64. А на тебя, Эмилиан, этот бог, вестник и небожителей и обитателей преисподней, за твою ложь пусть наведет проклятие и тех и других богов; пусть все время будут попадаться навстречу тебе лики мертвых, все призраки, все лемуры, все маны [263], все чудовища, сколько их ни найдется, все ночные привидения, все могильные ужасы, все гробовые страшилища, от которых, впрочем, и по возрасту, и по качествам своим ты не столь уж далек.
   Так или иначе, но мы, последователи платонической школы, знаем только вещи торжественные, радостные, священные, возвышенные, небесные. Более того, в своем стремлении ввысь эта школа вознеслась в области более высокие, чем самое небо, и остановилась на самой крайней вершине мира.
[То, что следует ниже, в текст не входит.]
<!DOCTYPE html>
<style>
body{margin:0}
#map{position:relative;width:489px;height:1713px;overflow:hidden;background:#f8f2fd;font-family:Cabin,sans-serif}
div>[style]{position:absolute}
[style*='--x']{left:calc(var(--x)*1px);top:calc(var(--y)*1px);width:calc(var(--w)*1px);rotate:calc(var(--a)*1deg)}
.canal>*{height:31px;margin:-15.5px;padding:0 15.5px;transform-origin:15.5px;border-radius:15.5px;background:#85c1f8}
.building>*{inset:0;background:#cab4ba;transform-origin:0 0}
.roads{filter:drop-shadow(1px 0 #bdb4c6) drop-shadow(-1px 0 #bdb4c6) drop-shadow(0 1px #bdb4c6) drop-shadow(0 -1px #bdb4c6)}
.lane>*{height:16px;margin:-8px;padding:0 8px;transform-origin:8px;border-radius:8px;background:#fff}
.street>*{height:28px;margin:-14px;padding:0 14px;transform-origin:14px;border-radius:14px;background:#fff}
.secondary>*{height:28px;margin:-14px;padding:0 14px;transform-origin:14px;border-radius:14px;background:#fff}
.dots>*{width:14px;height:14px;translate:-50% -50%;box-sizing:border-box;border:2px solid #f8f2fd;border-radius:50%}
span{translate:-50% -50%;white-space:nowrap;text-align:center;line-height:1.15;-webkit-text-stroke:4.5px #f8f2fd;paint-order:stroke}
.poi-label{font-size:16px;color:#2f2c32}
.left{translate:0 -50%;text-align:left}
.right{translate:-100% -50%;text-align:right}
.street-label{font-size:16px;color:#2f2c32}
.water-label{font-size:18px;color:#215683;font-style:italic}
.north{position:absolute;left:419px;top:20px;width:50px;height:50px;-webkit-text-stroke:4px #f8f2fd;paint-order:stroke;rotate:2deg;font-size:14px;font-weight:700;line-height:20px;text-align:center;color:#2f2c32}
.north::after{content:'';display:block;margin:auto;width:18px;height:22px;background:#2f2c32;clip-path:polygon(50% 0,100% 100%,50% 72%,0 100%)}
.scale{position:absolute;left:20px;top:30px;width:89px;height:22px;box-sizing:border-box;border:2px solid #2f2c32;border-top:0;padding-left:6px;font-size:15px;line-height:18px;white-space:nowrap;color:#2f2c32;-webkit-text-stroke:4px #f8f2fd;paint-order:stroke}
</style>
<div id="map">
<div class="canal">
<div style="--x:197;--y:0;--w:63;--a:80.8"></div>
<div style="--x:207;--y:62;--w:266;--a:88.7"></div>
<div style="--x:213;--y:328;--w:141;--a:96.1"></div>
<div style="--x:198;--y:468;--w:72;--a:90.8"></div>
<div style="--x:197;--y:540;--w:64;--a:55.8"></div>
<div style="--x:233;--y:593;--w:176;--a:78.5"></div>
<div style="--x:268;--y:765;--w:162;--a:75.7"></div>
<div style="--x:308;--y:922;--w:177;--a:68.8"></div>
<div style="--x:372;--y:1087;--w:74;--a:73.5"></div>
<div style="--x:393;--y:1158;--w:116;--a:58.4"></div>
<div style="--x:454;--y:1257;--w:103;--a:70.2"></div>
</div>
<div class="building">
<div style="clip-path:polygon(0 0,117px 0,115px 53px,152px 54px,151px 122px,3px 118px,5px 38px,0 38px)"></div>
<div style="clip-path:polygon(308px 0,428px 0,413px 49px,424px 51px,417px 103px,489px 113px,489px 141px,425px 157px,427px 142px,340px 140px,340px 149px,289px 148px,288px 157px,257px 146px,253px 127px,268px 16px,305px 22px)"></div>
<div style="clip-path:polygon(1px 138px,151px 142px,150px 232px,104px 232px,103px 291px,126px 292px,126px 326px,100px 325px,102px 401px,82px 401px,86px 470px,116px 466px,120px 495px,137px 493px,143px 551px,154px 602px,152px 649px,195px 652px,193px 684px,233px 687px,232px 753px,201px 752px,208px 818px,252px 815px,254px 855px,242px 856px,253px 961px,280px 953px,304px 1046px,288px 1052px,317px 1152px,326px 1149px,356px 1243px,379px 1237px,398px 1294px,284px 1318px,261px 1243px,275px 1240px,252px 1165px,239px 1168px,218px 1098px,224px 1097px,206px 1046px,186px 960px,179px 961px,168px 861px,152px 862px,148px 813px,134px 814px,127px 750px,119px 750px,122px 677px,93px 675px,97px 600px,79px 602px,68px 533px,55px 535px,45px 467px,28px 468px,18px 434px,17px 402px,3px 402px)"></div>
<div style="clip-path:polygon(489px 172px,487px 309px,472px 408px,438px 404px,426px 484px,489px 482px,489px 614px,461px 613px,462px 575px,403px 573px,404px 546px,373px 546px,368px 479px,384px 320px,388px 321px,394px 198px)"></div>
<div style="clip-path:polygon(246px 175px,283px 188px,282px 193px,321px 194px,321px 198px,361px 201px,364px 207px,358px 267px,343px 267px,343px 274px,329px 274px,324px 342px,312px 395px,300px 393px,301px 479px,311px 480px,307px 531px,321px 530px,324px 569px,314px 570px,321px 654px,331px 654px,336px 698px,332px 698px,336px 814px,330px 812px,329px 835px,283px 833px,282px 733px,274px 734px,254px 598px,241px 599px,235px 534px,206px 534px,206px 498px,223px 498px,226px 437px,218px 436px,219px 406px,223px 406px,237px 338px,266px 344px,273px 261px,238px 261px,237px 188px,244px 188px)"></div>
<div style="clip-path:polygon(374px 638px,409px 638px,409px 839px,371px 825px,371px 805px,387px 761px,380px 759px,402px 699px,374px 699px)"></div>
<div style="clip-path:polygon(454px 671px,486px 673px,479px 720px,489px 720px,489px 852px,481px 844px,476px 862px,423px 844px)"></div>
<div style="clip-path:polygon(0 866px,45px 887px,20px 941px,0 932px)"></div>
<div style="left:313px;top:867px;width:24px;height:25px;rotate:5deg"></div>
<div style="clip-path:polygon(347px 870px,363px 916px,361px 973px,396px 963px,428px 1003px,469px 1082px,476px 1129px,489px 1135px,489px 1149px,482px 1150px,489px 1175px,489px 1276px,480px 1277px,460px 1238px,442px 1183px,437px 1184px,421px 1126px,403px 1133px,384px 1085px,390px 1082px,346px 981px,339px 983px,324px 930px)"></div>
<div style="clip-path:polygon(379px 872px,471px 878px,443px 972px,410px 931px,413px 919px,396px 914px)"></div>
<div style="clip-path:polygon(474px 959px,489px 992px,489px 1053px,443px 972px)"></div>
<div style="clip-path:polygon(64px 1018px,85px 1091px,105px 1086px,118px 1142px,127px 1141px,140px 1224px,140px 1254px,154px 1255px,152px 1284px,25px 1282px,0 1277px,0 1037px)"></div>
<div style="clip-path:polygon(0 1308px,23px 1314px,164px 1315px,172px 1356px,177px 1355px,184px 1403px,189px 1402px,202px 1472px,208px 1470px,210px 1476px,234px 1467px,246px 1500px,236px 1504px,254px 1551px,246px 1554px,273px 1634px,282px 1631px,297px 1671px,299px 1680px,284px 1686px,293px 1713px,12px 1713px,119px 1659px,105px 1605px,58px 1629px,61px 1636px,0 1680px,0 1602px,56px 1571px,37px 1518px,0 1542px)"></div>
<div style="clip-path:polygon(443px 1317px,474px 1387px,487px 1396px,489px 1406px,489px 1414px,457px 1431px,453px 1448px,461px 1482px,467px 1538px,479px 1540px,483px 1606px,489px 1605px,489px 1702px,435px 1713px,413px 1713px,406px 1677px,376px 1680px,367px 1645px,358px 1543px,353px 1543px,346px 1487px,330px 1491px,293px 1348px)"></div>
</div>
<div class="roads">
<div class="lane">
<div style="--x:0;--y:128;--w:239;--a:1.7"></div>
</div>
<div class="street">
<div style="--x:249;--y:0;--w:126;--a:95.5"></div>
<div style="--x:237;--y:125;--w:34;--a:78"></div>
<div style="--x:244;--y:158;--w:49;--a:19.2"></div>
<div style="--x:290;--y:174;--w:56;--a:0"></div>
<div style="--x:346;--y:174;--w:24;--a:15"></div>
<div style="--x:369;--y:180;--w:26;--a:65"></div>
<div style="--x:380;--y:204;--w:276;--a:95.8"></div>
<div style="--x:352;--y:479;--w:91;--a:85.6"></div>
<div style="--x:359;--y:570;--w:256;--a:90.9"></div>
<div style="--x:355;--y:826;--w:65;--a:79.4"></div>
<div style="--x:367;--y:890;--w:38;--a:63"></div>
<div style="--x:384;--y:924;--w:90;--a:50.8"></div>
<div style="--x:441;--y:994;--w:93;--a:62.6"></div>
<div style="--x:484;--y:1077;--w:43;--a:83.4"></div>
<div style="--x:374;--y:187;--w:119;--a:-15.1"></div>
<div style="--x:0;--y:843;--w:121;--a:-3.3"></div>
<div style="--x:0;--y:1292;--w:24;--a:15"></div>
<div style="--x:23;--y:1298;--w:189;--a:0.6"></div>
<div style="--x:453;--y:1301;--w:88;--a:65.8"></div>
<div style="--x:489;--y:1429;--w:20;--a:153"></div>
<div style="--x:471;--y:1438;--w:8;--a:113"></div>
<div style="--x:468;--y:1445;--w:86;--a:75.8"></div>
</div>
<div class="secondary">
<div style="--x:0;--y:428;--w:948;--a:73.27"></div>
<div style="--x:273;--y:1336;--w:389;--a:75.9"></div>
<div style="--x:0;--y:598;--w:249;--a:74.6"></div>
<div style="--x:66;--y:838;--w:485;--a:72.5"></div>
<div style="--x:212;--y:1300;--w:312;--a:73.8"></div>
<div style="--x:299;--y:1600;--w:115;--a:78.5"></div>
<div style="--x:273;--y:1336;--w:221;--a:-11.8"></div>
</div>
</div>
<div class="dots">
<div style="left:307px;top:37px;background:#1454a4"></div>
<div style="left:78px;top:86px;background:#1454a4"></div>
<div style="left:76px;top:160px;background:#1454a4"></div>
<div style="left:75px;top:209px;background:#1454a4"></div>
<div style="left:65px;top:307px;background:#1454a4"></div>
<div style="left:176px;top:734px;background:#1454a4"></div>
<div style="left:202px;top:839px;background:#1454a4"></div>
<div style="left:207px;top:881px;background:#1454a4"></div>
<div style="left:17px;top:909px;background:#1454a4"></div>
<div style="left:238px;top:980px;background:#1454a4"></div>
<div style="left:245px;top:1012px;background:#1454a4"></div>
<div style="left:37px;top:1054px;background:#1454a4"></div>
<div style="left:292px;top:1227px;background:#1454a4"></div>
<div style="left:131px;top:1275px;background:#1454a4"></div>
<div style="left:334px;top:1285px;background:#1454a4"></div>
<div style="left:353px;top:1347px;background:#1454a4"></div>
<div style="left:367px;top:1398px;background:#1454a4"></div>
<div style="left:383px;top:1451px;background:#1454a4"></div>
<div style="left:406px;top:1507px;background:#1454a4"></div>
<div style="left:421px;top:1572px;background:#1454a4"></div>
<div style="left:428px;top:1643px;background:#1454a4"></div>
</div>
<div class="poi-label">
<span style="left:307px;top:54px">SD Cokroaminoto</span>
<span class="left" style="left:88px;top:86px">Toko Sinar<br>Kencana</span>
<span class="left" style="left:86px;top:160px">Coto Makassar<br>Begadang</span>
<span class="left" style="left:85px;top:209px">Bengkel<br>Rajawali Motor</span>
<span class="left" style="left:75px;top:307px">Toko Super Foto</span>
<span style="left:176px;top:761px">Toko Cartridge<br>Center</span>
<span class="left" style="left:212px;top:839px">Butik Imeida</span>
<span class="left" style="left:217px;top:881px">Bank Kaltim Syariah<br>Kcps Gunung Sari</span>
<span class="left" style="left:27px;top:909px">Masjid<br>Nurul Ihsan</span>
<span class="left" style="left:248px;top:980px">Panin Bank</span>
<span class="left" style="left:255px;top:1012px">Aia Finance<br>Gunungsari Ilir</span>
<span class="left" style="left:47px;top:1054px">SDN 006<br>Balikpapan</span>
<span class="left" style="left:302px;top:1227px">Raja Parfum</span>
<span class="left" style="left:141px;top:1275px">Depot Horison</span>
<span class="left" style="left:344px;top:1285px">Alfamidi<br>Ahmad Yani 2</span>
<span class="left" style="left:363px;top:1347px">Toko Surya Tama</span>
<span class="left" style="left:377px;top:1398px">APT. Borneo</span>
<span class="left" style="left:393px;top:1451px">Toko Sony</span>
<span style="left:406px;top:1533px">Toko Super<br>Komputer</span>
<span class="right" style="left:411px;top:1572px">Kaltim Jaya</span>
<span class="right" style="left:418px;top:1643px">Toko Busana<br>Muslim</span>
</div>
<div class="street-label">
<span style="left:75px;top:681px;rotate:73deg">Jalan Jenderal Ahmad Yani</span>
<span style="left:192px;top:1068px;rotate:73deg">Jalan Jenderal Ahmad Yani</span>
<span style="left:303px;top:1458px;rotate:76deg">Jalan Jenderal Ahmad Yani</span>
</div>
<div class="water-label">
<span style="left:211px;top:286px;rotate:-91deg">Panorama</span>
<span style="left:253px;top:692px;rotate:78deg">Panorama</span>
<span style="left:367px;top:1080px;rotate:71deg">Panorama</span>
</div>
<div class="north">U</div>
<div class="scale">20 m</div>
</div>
Максим знает, что я говорю правду, Максим, который внимательно прочитал в «Федре» слова: «наднебесное место» и «вершина неба» [264]. В то же время он отлично понимает (отвечу вам уж заодно и по поводу названия), кто именно этот ????????, названный так впервые не мною, а Платоном: «…царя превыше всего, он – все, и все существует ради него» [265]; кто этот ???????? – причина, смысл и первоначало всей природы, высший создатель духа, вечный спаситель всего живого, неустанный творец своего мира, – и притом творец, творящий без усилий, спаситель, спасающий без труда, прародитель, не рождающий, не связанный ни временем, ни местом, не подверженный никаким изменениям, лишь для немногих мыслимый, для всех несказанный. Вот я и сам подкрепляю подозрение в занятиях магией. Я не скажу, Эмилиан, кто этот ????????, которого я чту. Больше того, если бы сам проконсул спросил, что же такое мой бог, я бы и ему не ответил [266].
   65. О названии, на этот раз, я сказал достаточно. Остается еще одно: иные из присутствующих (мне это и самому известно) стремятся услышать, почему я хотел, чтобы изображение сделали не из серебра или золота, а именно из дерева. И они желают этого, полагаю я, не столько для того, чтобы найти оправдание мне и моей скупости, сколько для того, чтобы, найдя правду [267], положить конец и этому сомнению, так как все подозрения в преступлении, как они видят, полностью рассеяны. Итак, слушайте те, кто хочет узнать это, но только как можно внимательнее и сосредоточеннее, как если бы вы внимали словам самого старца Платона, цитирующего из своей последней книги – «Законы»: «Нужно, чтобы средний человек приносил богам умеренные дары. А земля и домашний очаг посвящены всем богам. Пусть же никто дважды не посвящает богам жертву» [268]. Тем самым он запрещает кому бы то ни было сооружать частные святилища, считая, что гражданам для принесения жертв достаточно общественных храмов. Затем он добавляет: «В других городах золото и серебро у частных лиц и в храмах – предмет, возбуждающий зависть; слоновая кость, добываемая из тела, покинутого душой, – неподходящее приношение, а железо и медь – орудия войны. Но из дерева, из одного только дерева, пусть каждый посвящает все, что ему угодно, и равным образом – из камня» [269]. Общее собрание, Максим и вы, члены совета, показало, что я, кажется, очень удачно пользуюсь Платоном и как учителем жизни и как защитником в суде, повинуясь, как видите, его законам [270].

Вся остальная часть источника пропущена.